2) ¿Qué es lo que no dice?.- Mucho... Muchísimo... Demasiado... y la mejor prueba de que eso es así es la enorme variedad de estructuras lingüísticas --y sus distintos grados de desarrollo-- que encontramos mundo adelante. ¿Entonces? Tanto lo positivo como lo negativo apuntan a un dato que en la historia del pensamiento occidental tiene un lugar preponderante, el de la separación de sujeto y objeto que, si bien es muy antiguo, nunca se entiende de forma absoluta hasta que Galileo pone las bases con su postulado de que la naturaleza está escrita en caracteres matemáticos (lo único que le faltaba a Descartes para poder llevar a cabo con toda facilidad su corte ontológico).

Entendidas así las cosas, esto quiere decir que esa palabra exclusiva del ser humano le dota de una nueva característica: por excelencia, es el ser des-integrado4... ¿Cómo leer todo esto? Regresemos de nuevo a la observación de Frege.

Parece que todo el problema viene de nuestro afán de seguridad a que allí se alude...claro que eso deja en el aire si se debe a ansia de dominio del mundo, con los inevitables cambios que de inmediato se seguirán para acomodarle a nuestra manera de ser, gustos, intereses, ambiciones, etc. De paso, por supuesto, nos afanamos en que la palabra sea inmutable, como si estuviese en condiciones de responder a esa exactitud que pretendemos.

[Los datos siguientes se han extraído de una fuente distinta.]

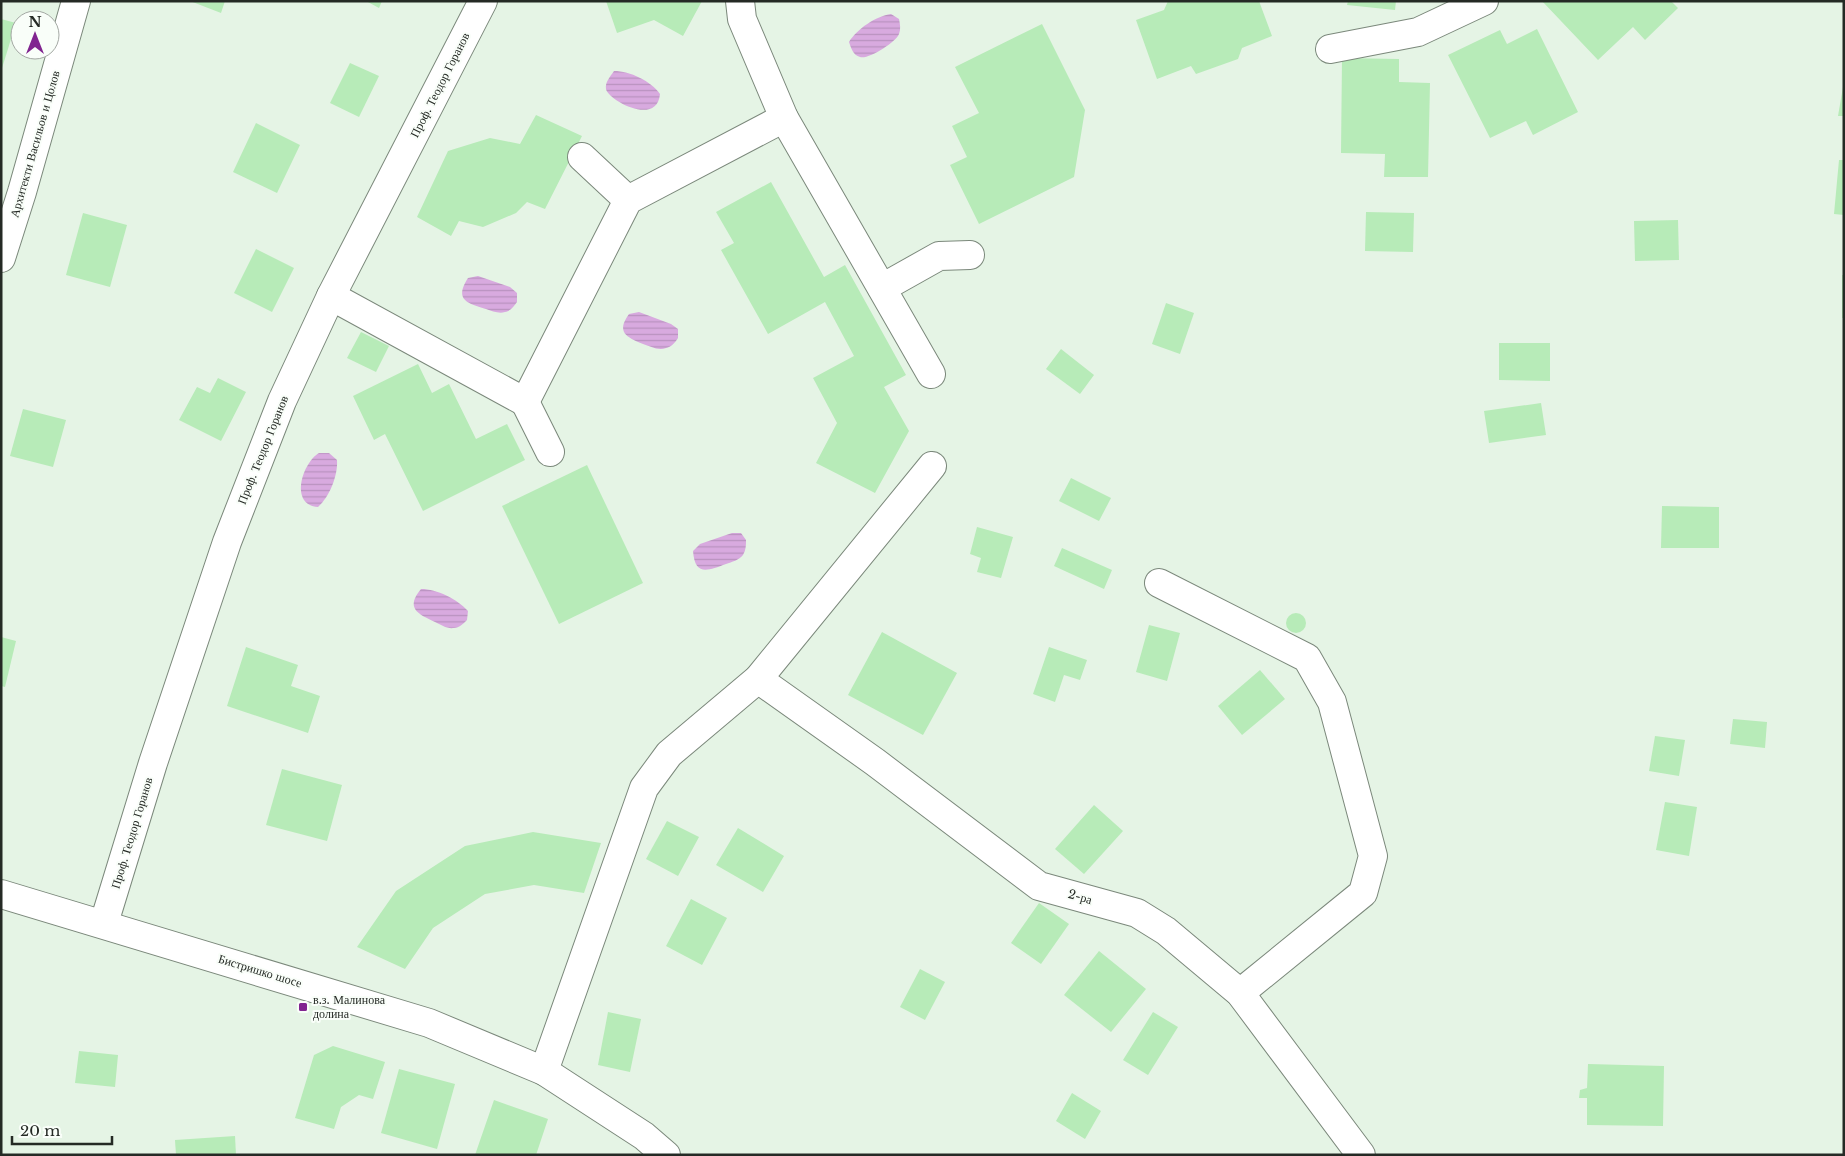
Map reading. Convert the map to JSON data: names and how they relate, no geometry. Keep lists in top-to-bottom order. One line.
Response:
{"streets":{"street":["Проф. Теодор Горанов","Архитекти Васильов и Цолов","2-ра","Бистришко шосе"]},"crossings":[["Проф. Теодор Горанов","Бистришко шосе"]],"places":{"transit":["в.з. Малинова долина"]},"scale_bar":"20 m","north":"top"}
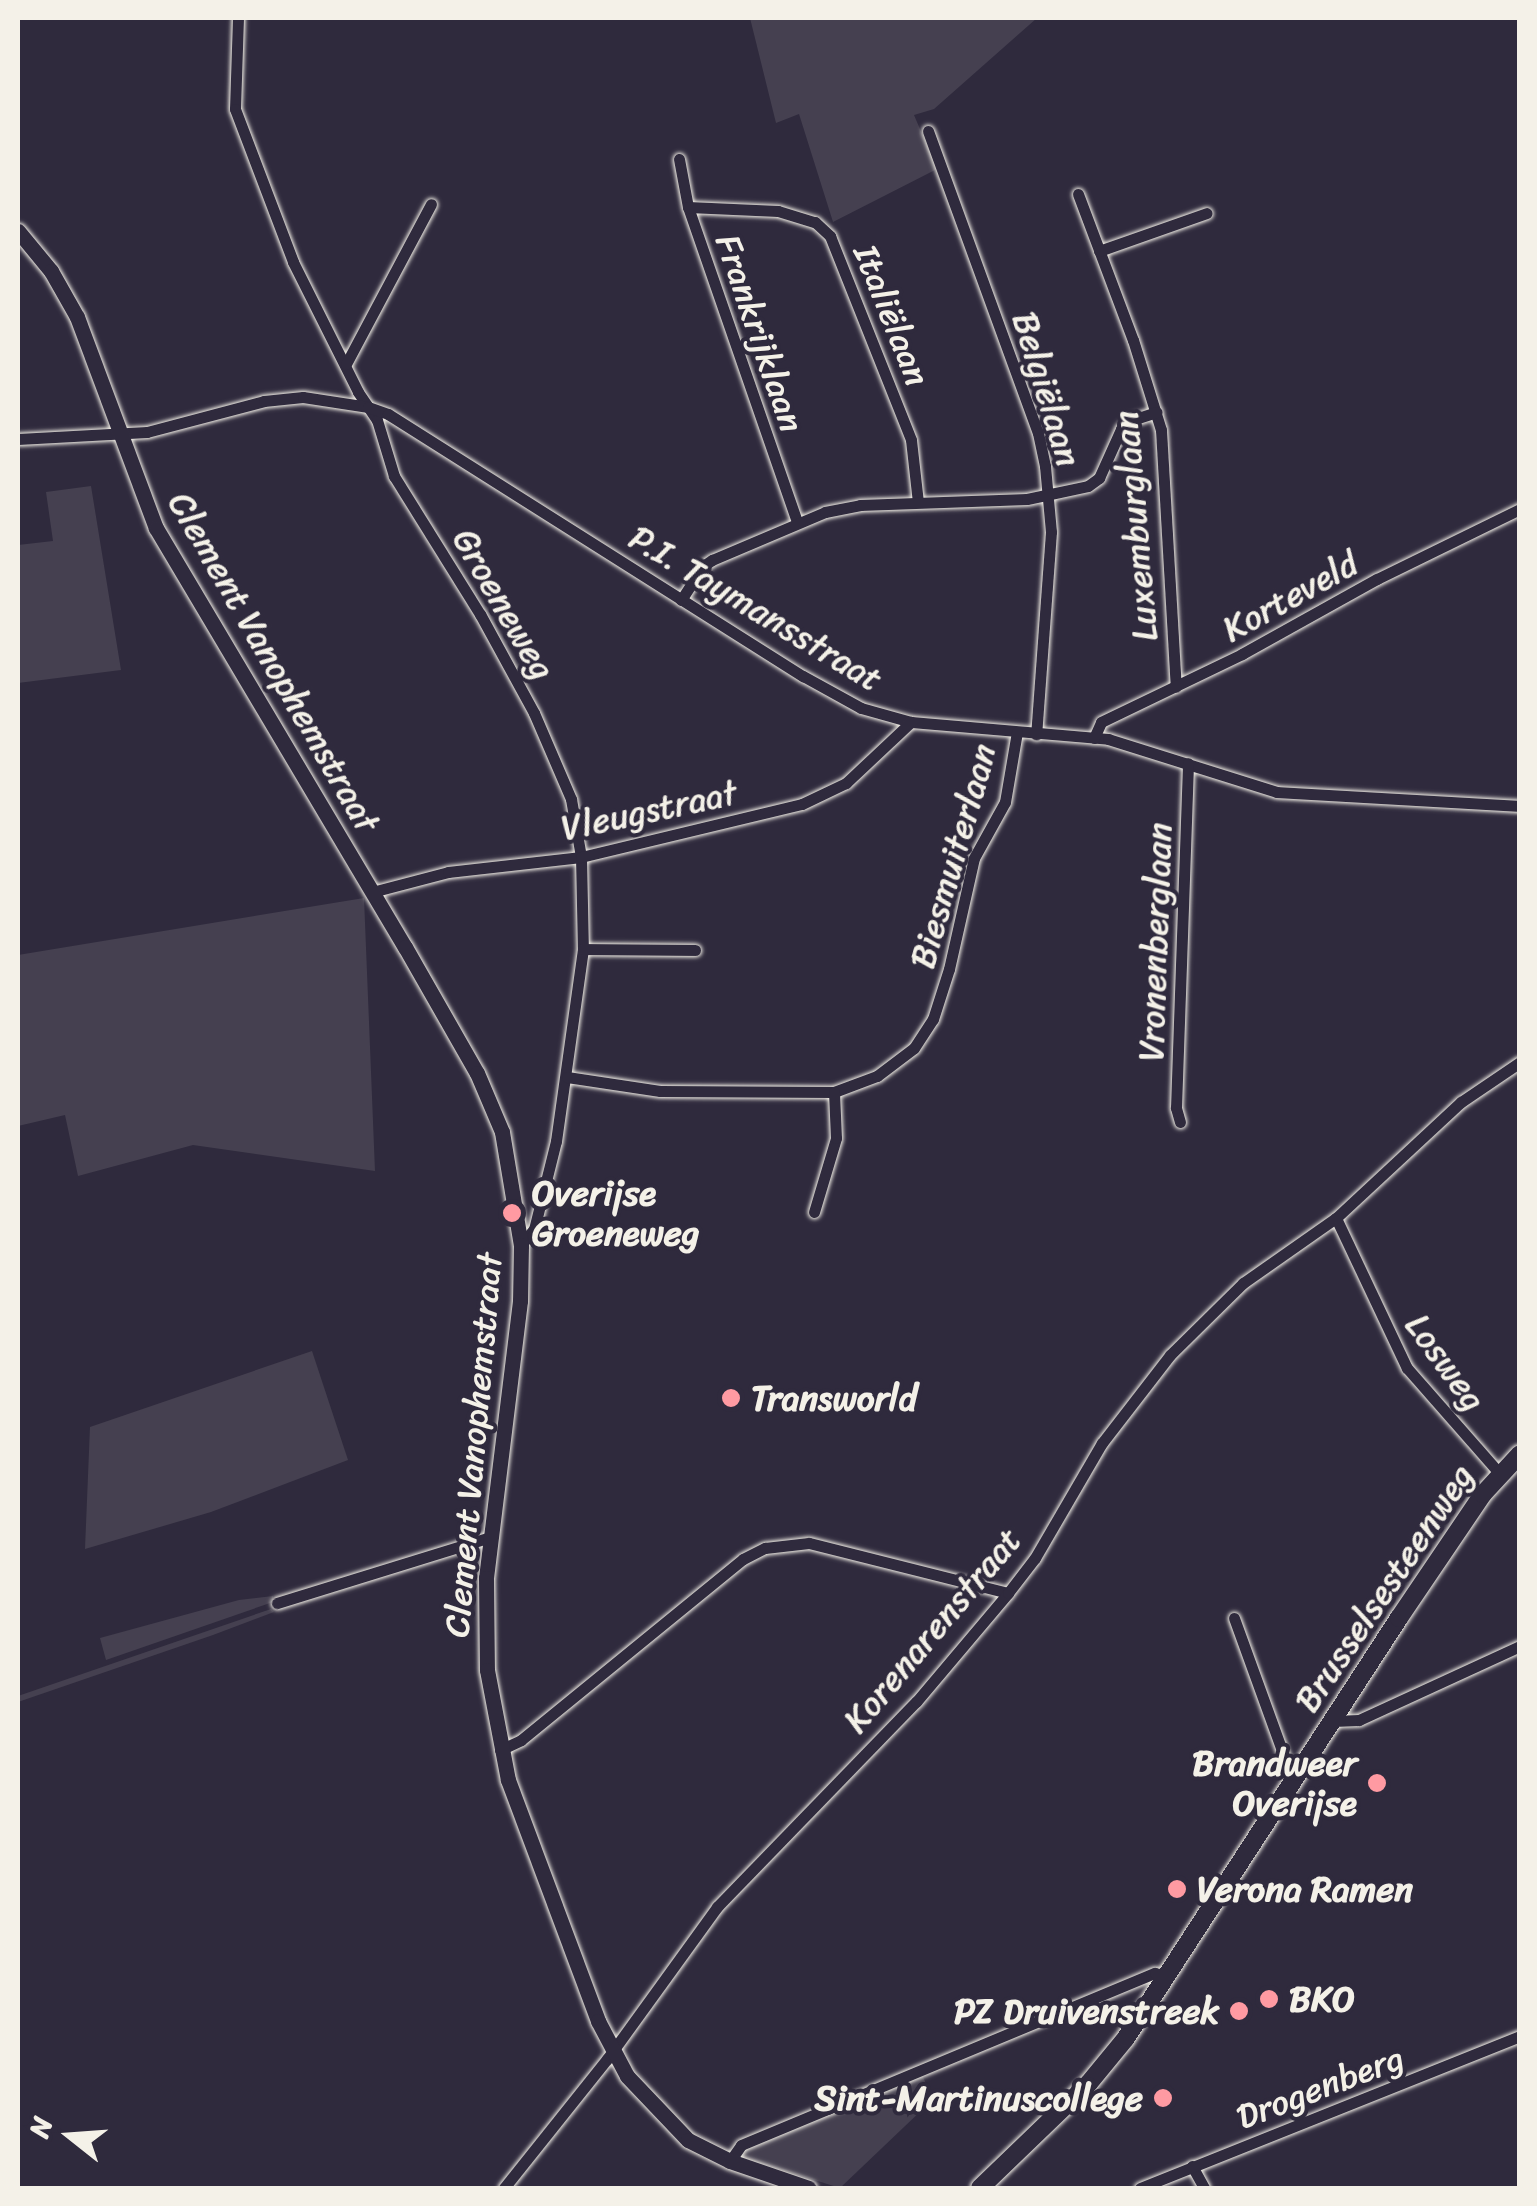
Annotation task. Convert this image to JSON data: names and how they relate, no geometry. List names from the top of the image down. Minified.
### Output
{"streets":{"main road":["Brusselsesteenweg"],"street":["Italiëlaan","Frankrijklaan","Belgiëlaan","Luxemburglaan","Korteveld","Groeneweg","P.I. Taymansstraat","Clement Vanophemstraat","Vleugstraat","Biesmuiterlaan","Vronenberglaan","Losweg","Korenarenstraat","Drogenberg"]},"crossings":[["Italiëlaan","Frankrijklaan"],["Belgiëlaan","P.I. Taymansstraat"],["Luxemburglaan","Korteveld"],["Korteveld","P.I. Taymansstraat"],["Groeneweg","P.I. Taymansstraat"],["Groeneweg","Clement Vanophemstraat"],["Groeneweg","Vleugstraat"],["Groeneweg","Biesmuiterlaan"],["P.I. Taymansstraat","Clement Vanophemstraat"],["P.I. Taymansstraat","Vleugstraat"],["P.I. Taymansstraat","Biesmuiterlaan"],["P.I. Taymansstraat","Vronenberglaan"],["Clement Vanophemstraat","Vleugstraat"],["Clement Vanophemstraat","Korenarenstraat"],["Losweg","Brusselsesteenweg"],["Losweg","Korenarenstraat"]],"places":["Overijse Groeneweg","Transworld","Brandweer Overijse","Verona Ramen","BKO","PZ Druivenstreek","Sint-Martinuscollege"],"north":"left"}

Luces de ciudad El segundo lado por donde pudiésemos buscar la raíz de todo esto sería una inseguridad esencial que tratamos de compensar; en otros términos, surge la duda razonable de si esa sensación de inmutabilidad no tendrá, precisamente, un carácter psicopatológico. En cualquier caso, ese sería un asunto muy largo. Aquí nos conformaremos con reparar en algo mucho más simple: ¿en qué nos apoyamos para creernos esa sensación de inmutabilidad?

des/integración

Para una respuesta inmediata la contestación es obligada: en el diccionario y sus definiciones. Lo que ocurre es que en este asunto necesitamos algo con más peso histórico que el diccionario, herramienta con muy poquitos siglos de existencia y que, además, tampoco surge de la nada, sino que se apoya en este sentimiento de que la palabra tiene una validez absoluta (estamos hablando de algo que nace en unos pueblos en los que este sentimiento es muy fuerte, puesto que se trata de gentes que poseen un libro revelado y eso quiere decir que lo que está escrito allí, en palabras en principio idénticas a las que usa cualquiera, es nada menos que palabra de Dios...y ni usted ni yo lo somos).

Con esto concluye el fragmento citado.